The Irving Andrew and Olive Crane Kendall Dean House, also known as Mayflower Place, is a single family home located at 2350 Leonard Street NW in Grand Rapids, Michigan, United States. It was listed on the National Register of Historic Places in 2023.

==History==
Olive Crane Kendall married Irving Andrew Dean in Grand Rapids on June 21, 1883. Irving worked as an accountant at Grand Rapids and Indiana Railroad until he opened his own accounting firm in 1908. Olive came from a family of furniture makers and was an active member of the Daughters of the American Revolution. In 1910, Olive's brother died, leaving half his estate to his sister. In 1911 the Deans hired architect Frank P. Allen to design this house. They lived here until Irving died in 1927 and Olive in 1929.

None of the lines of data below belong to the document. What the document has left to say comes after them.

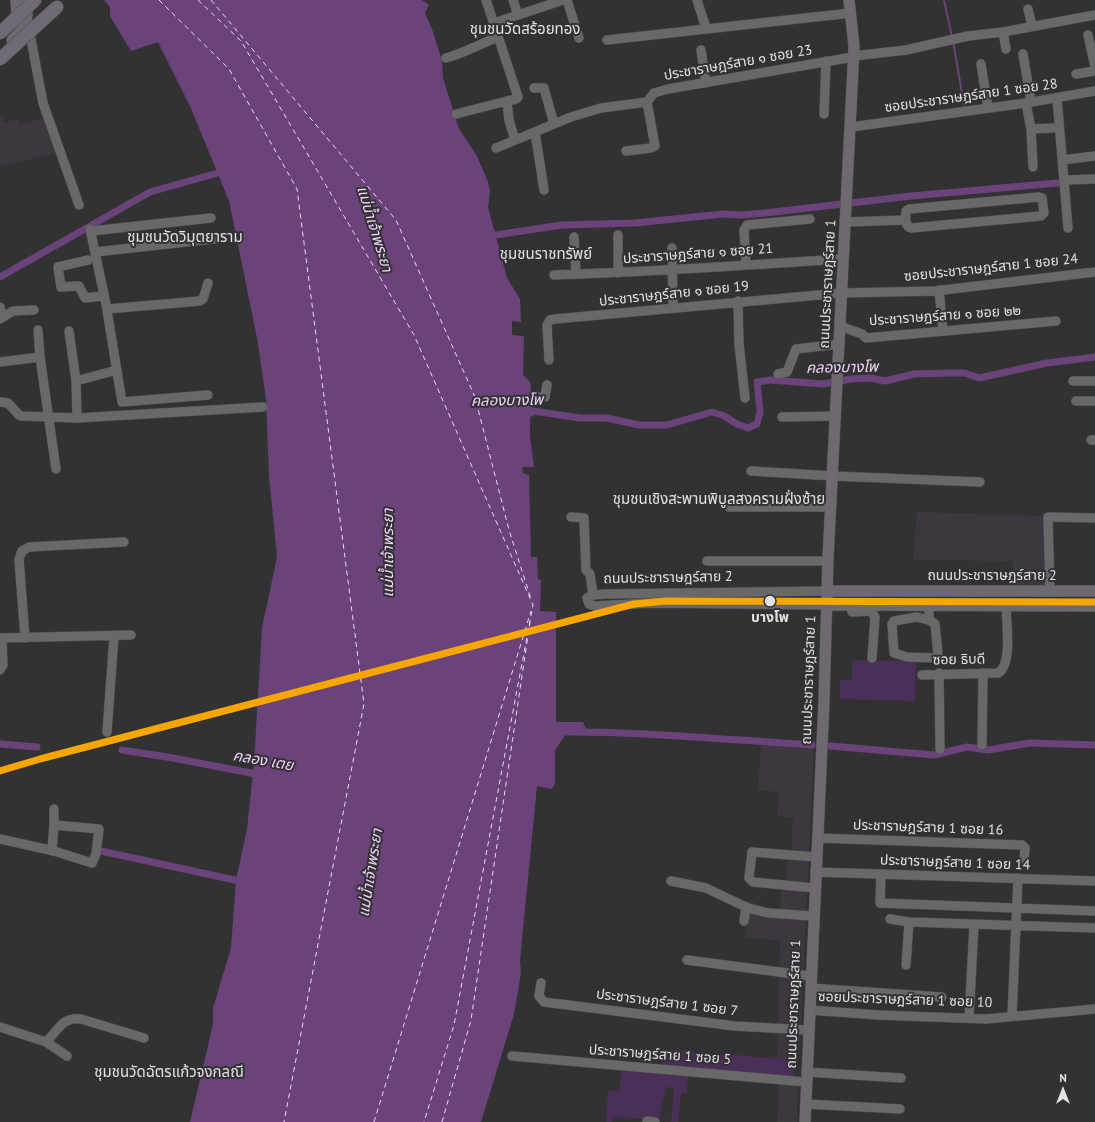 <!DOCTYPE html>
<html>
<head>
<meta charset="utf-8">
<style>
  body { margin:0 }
  #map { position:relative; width:1095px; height:1122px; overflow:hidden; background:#333233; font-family:"PT Sans",sans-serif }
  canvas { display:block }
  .north { position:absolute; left:1043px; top:1070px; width:40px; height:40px; -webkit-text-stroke:3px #333134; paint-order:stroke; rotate:0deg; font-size:11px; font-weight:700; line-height:16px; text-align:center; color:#e3e1e3 }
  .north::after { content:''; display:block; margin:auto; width:14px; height:18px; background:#e3e1e3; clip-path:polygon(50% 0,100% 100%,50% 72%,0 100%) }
</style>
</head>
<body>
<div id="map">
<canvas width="1095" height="1122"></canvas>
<div class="north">N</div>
</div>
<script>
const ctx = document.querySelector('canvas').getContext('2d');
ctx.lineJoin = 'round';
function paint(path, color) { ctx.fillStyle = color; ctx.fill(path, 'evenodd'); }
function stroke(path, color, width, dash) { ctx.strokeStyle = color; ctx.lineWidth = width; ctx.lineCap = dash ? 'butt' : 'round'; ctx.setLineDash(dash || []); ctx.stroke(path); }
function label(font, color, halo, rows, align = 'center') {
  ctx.font = font + ' "PT Sans","Noto Sans Thai",sans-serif'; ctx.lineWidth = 4; ctx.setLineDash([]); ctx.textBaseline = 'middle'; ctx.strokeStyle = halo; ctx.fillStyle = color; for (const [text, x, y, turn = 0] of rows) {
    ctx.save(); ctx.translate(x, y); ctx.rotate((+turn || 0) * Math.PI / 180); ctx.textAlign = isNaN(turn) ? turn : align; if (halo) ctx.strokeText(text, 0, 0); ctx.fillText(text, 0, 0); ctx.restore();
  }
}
const built = new Path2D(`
  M0,117h2l2,6 14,-4 1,5 27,-6 11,35 -57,13z
  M917,512l128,4 3,73h-36l2,-28 -101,-1z
  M761,744l53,3 -15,314 -22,-3 3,-117 -35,-4 3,-37 19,9 13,2 2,-30h4l2,-28h3l2,-35 -16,-2 2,-24 -21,-2z
  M779,1082l19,2 -1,38h-20z`);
const green = new Path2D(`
  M852,660l64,1 -1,40 -75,-2v-19l12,-1z
  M663,1049l131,11 -1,24 -105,-11 -1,20h-6l-3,29h-7l3,-34 -8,-1 -7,33 -46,-3 -1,5h-6l2,-30 11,-2 3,-28 40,3z`);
const water = new Path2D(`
  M104,0h318l7,5 -4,8 7,16 10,32 1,17 16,51 18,27 11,26 2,9 -2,16 19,71 13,21 1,23 -9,-1v14l12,1 -1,39 7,7 3,29 5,3 -8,3v19l4,31h-12l1,6 6,2 2,82h6l1,22 3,1 -1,31 16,1v110h27l4,10 -5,-2 -14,1 -13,19v33l-3,6 -15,-3 -17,174 1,13 -7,41 -33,108h-291l23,-98v-16l18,-60 5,-68 11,-51 7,-66 8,-135 15,-71 -8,-81 -3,-77 -9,-61 -23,-113 -5,-24 -39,-95 -32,-64 -27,9 -21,-35v-9z`);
const stream = new Path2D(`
  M944,0l8,37
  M953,41l11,64`);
const canal = new Path2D(`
  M489,236l73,-11 73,-2 88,-9 18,1 24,-2 146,-17 158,-14
  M0,277l150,-85 75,-21
  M523,412l10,-1 47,7h27l32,7h28l45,-13 12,4 13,8 11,4 9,-4 3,-12 -3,-30 14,-2 52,4 28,-5 19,-1 15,3 29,-7 35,-1h16l14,5 68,-15 48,-6
  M559,732c84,-1 169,8 253,13
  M0,744l37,3
  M830,746l104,9 33,-8 21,3 42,-7 65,2
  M122,750l51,8 88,17
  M101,851l143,31`);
const ferry = new Path2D(`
  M159,0l70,69 68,120 67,515 -80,418
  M198,0l43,41 173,294 119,270 -79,420 -30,97
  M211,0l185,220 79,177 34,133 22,69
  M374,1122l157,-511
  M442,1122l29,-102 59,-398`);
const minor = new Path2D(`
  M486,0l32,97 -2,2 -9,2 2,19 6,20
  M513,0l5,15
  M567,0l12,38
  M697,0l9,28
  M1028,9l4,17
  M494,23l69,-23
  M29,29l14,74 36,102
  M1003,32l3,17
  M1088,35l7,32
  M607,40l244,-27
  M701,50l5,33
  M1023,54l8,48
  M854,56l52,-6 62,-14 35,-4 92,-17
  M446,58c18,-5 34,-14 52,-21
  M981,64l7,44
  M1076,74l19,-3
  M534,88h10l10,36
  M1057,98l11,130
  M1026,103l5,26 22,-1
  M456,114l51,-13
  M824,114l2,-53
  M851,127l175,-24 69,-12
  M1031,129l2,38
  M535,132l9,58
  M496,148l75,-31 30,-9 46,-6 7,-9 14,-4 185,-32
  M626,151l25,-3 4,-2 -8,-44
  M1062,160l33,-4
  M1064,180l31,-1
  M1039,197l3,1 2,15 -3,3 -130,12c-7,-2 -5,-11 -5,-17l3,-2z
  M846,222l60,-2
  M90,229l16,75 16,98 86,-7
  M91,231l120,-13
  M574,237l2,37
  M672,248l1,60
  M95,252l127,-14
  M88,260l-30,7 3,20 18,-1 6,12 19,-2
  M746,264l-2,-34 3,-5 63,-6
  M618,273v-38
  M554,275c97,-3 193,-10 290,-16
  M939,290l4,41
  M738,301l1,43 6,54
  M0,307l2,11
  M107,309l93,-8 3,-2 5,-16
  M0,319l13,-8 21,-1
  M840,326l22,8 4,4 190,-17
  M38,330l2,27 16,112
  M69,331l7,50
  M549,360l-2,-35 3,-5 5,-1 286,-26 94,-2 160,-19
  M0,362l40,-5
  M778,374l9,-2 9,-23 44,-5
  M1073,381h22
  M539,397h6l2,-12
  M1076,401h19
  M0,402l8,1 11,12 3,1 55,2 -1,-37 41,-11
  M782,417l54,-1
  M77,418l186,-11
  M1091,440h4
  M751,471l82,5 147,6
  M729,507h102
  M571,517l13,1 2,52 4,4 3,21
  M707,561h121
  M1050,591l-2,-74 47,1
  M826,605l-175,-2 -56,3 -6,-2 -2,-6 6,-3 12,-1 222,-3
  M871,611l4,6 -3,41
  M852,612l19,-1 -1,-5
  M929,620l6,4 3,30 -2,4 -29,-1 -13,-4 -2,-29 2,-3 22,-4 13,3v-15
  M0,638l131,-3
  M25,638l-6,-79 3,-8 7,-4 95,-5
  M0,670l3,-5 -1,-27
  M939,673l1,76
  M922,675l76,-2c15,-8 8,-52 8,-68
  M107,732l7,-96
  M982,745l1,-72
  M54,825v-16
  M817,838l205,7 3,3 -1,12
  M0,839l54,12 38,12 4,-9 3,-25 -45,-4 -2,26
  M815,872l280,9
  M881,874l-1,29 215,8
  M671,881l35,7 42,20 20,5 45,3
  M814,888l-61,-6 -4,-4 3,-26 64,5
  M890,919l19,3 186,6
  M744,921l2,-14
  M687,960l123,16
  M906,965l3,-43
  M541,983l-2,13 5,6 191,24 73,4
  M810,988l132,9
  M809,1010l70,5 107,4 109,-10
  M1012,1016l6,-138
  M969,1018l5,-93
  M0,1027l46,15 21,14
  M46,1042c13,-12 15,-25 35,-23l63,19
  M512,1056l294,26
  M806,1072l95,6
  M805,1104l95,5
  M647,1121l8,1`);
const major = new Path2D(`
  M14,22l3,-6 -1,-16
  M12,40c15,-14 16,-20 15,-39
  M827,591h268
  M826,605l269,1
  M805,1122l19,-421 4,-143 25,-490 1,-22 -5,-46`);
const highwayBridge = new Path2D(`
  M0,33l35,-33
  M0,59l57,-52`);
const metro1 = new Path2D(`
  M0,771l40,-12 594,-155 32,-3 429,1`);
const markers = [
  [770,601,6,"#e3e1e3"]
];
const streetNames = [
  ["ประชาราษฎร์สาย ๑ ซอย 23",738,63,-10],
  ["ซอยประชาราษฎร์สาย 1 ซอย 28",971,96,-8],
  ["ประชาราษฎร์สาย ๑ ซอย 21",698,254,-4],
  ["ซอยประชาราษฎร์สาย 1 ซอย 24",991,268,-6],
  ["ถนนประชาราษฎร์สาย 1",828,284,-87],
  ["ประชาราษฎร์สาย ๑ ซอย 19",674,294,-6],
  ["ประชาราษฎร์สาย ๑ ซอย ๒๒",945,316,-4],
  ["ถนนประชาราษฎร์สาย 2",992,576],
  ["ถนนประชาราษฎร์สาย 2",668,578,-1],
  ["ซอย ธิบดี",959,660,-1],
  ["ถนนประชาราษฎร์สาย 1",809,680,-88],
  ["ประชาราษฎร์สาย 1 ซอย 16",928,828,2],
  ["ประชาราษฎร์สาย 1 ซอย 14",955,863,2],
  ["ซอยประชาราษฎร์สาย 1 ซอย 10",905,1000,2],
  ["ประชาราษฎร์สาย 1 ซอย 7",667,1003,7],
  ["ถนนประชาราษฎร์สาย 1",794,1004,-88],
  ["ประชาราษฎร์สาย 1 ซอย 5",660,1055,4]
];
const stopNames = [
  ["บางโพ",770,618]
];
const neighbourhoodNames = [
  ["ชุมชนวัดสร้อยทอง",525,30],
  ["ชุมชนวัดวิมุตยาราม",185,238],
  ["ชุมชนราชทรัพย์",546,255],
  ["ชุมชนเชิงสะพานพิบูลสงครามฝั่งซ้าย",719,500],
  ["ชุมชนวัดฉัตรแก้วจงกลณี",169,1073]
];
const waterNames = [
  ["แม่น้ำเจ้าพระยา",374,229,73],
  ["คลองบางโพ",842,368,-1],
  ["คลองบางโพ",507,401,-1],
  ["แม่น้ำเจ้าพระยา",389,553,-90],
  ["คลอง เตย",263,761,10],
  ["แม่น้ำเจ้าพระยา",371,873,-81]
];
paint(built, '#3d3840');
paint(green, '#4a2f56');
paint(water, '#6a437a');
stroke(stream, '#6a437a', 2);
stroke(canal, '#6a437a', 7);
stroke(ferry, '#eed6f9', 1, [5, 4]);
stroke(minor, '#4f4e50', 10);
stroke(major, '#4f4e50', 12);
stroke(minor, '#696869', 9);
stroke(major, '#6e696f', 11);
stroke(highwayBridge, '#4f4e50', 14, []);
stroke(highwayBridge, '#716974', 13);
stroke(metro1, '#f7a600', 7);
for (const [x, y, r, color] of markers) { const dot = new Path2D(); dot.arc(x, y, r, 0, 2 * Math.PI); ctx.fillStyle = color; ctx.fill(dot); stroke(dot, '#333134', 1.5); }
label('14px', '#e3e1e3', '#333134', streetNames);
label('bold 14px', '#e3e1e3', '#333134', stopNames);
label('15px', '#e3e1e3', '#333134', neighbourhoodNames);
label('italic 15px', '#eed6f9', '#333134', waterNames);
</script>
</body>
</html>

The couple did not have any children, and after Olive's death, here estate sold the house to Leonard J. Ritzema owner of the Ritzema Department Store. Ritzema later sold the house to Kenneth Burgett, owner of Burgett's Floral, a plant nursery and florist shop. Subsequent ownership is not clear, but by 1993 Edward Nedwick and Dr. Lawrence Pawl owned the house. In 2002 Pawl and his wife purchased the home outright, and the house was purchased by Frank and Melissa Patis in 2018, the current owners. They initiated the National Register nomination and hired local historians to research the home and write the nomination.

==Description==
The Irving Andrew and Olive Crane Kendall Dean House is a two-and-one-half-story Classical Revival wood-frame house clad in stucco. The footprint of the house is primarily rectangular but with a two-story gabled projection at one corner. The roof is covered with asphalt shingles and the foundation is constructed of concrete topped with fieldstone. The front elevation includes a central portico with fluted two-story Corinthian columns. A low hipped roof is above. The windows are arranged symmetrically around the portico. A two-car garage of similar design sits behind the house.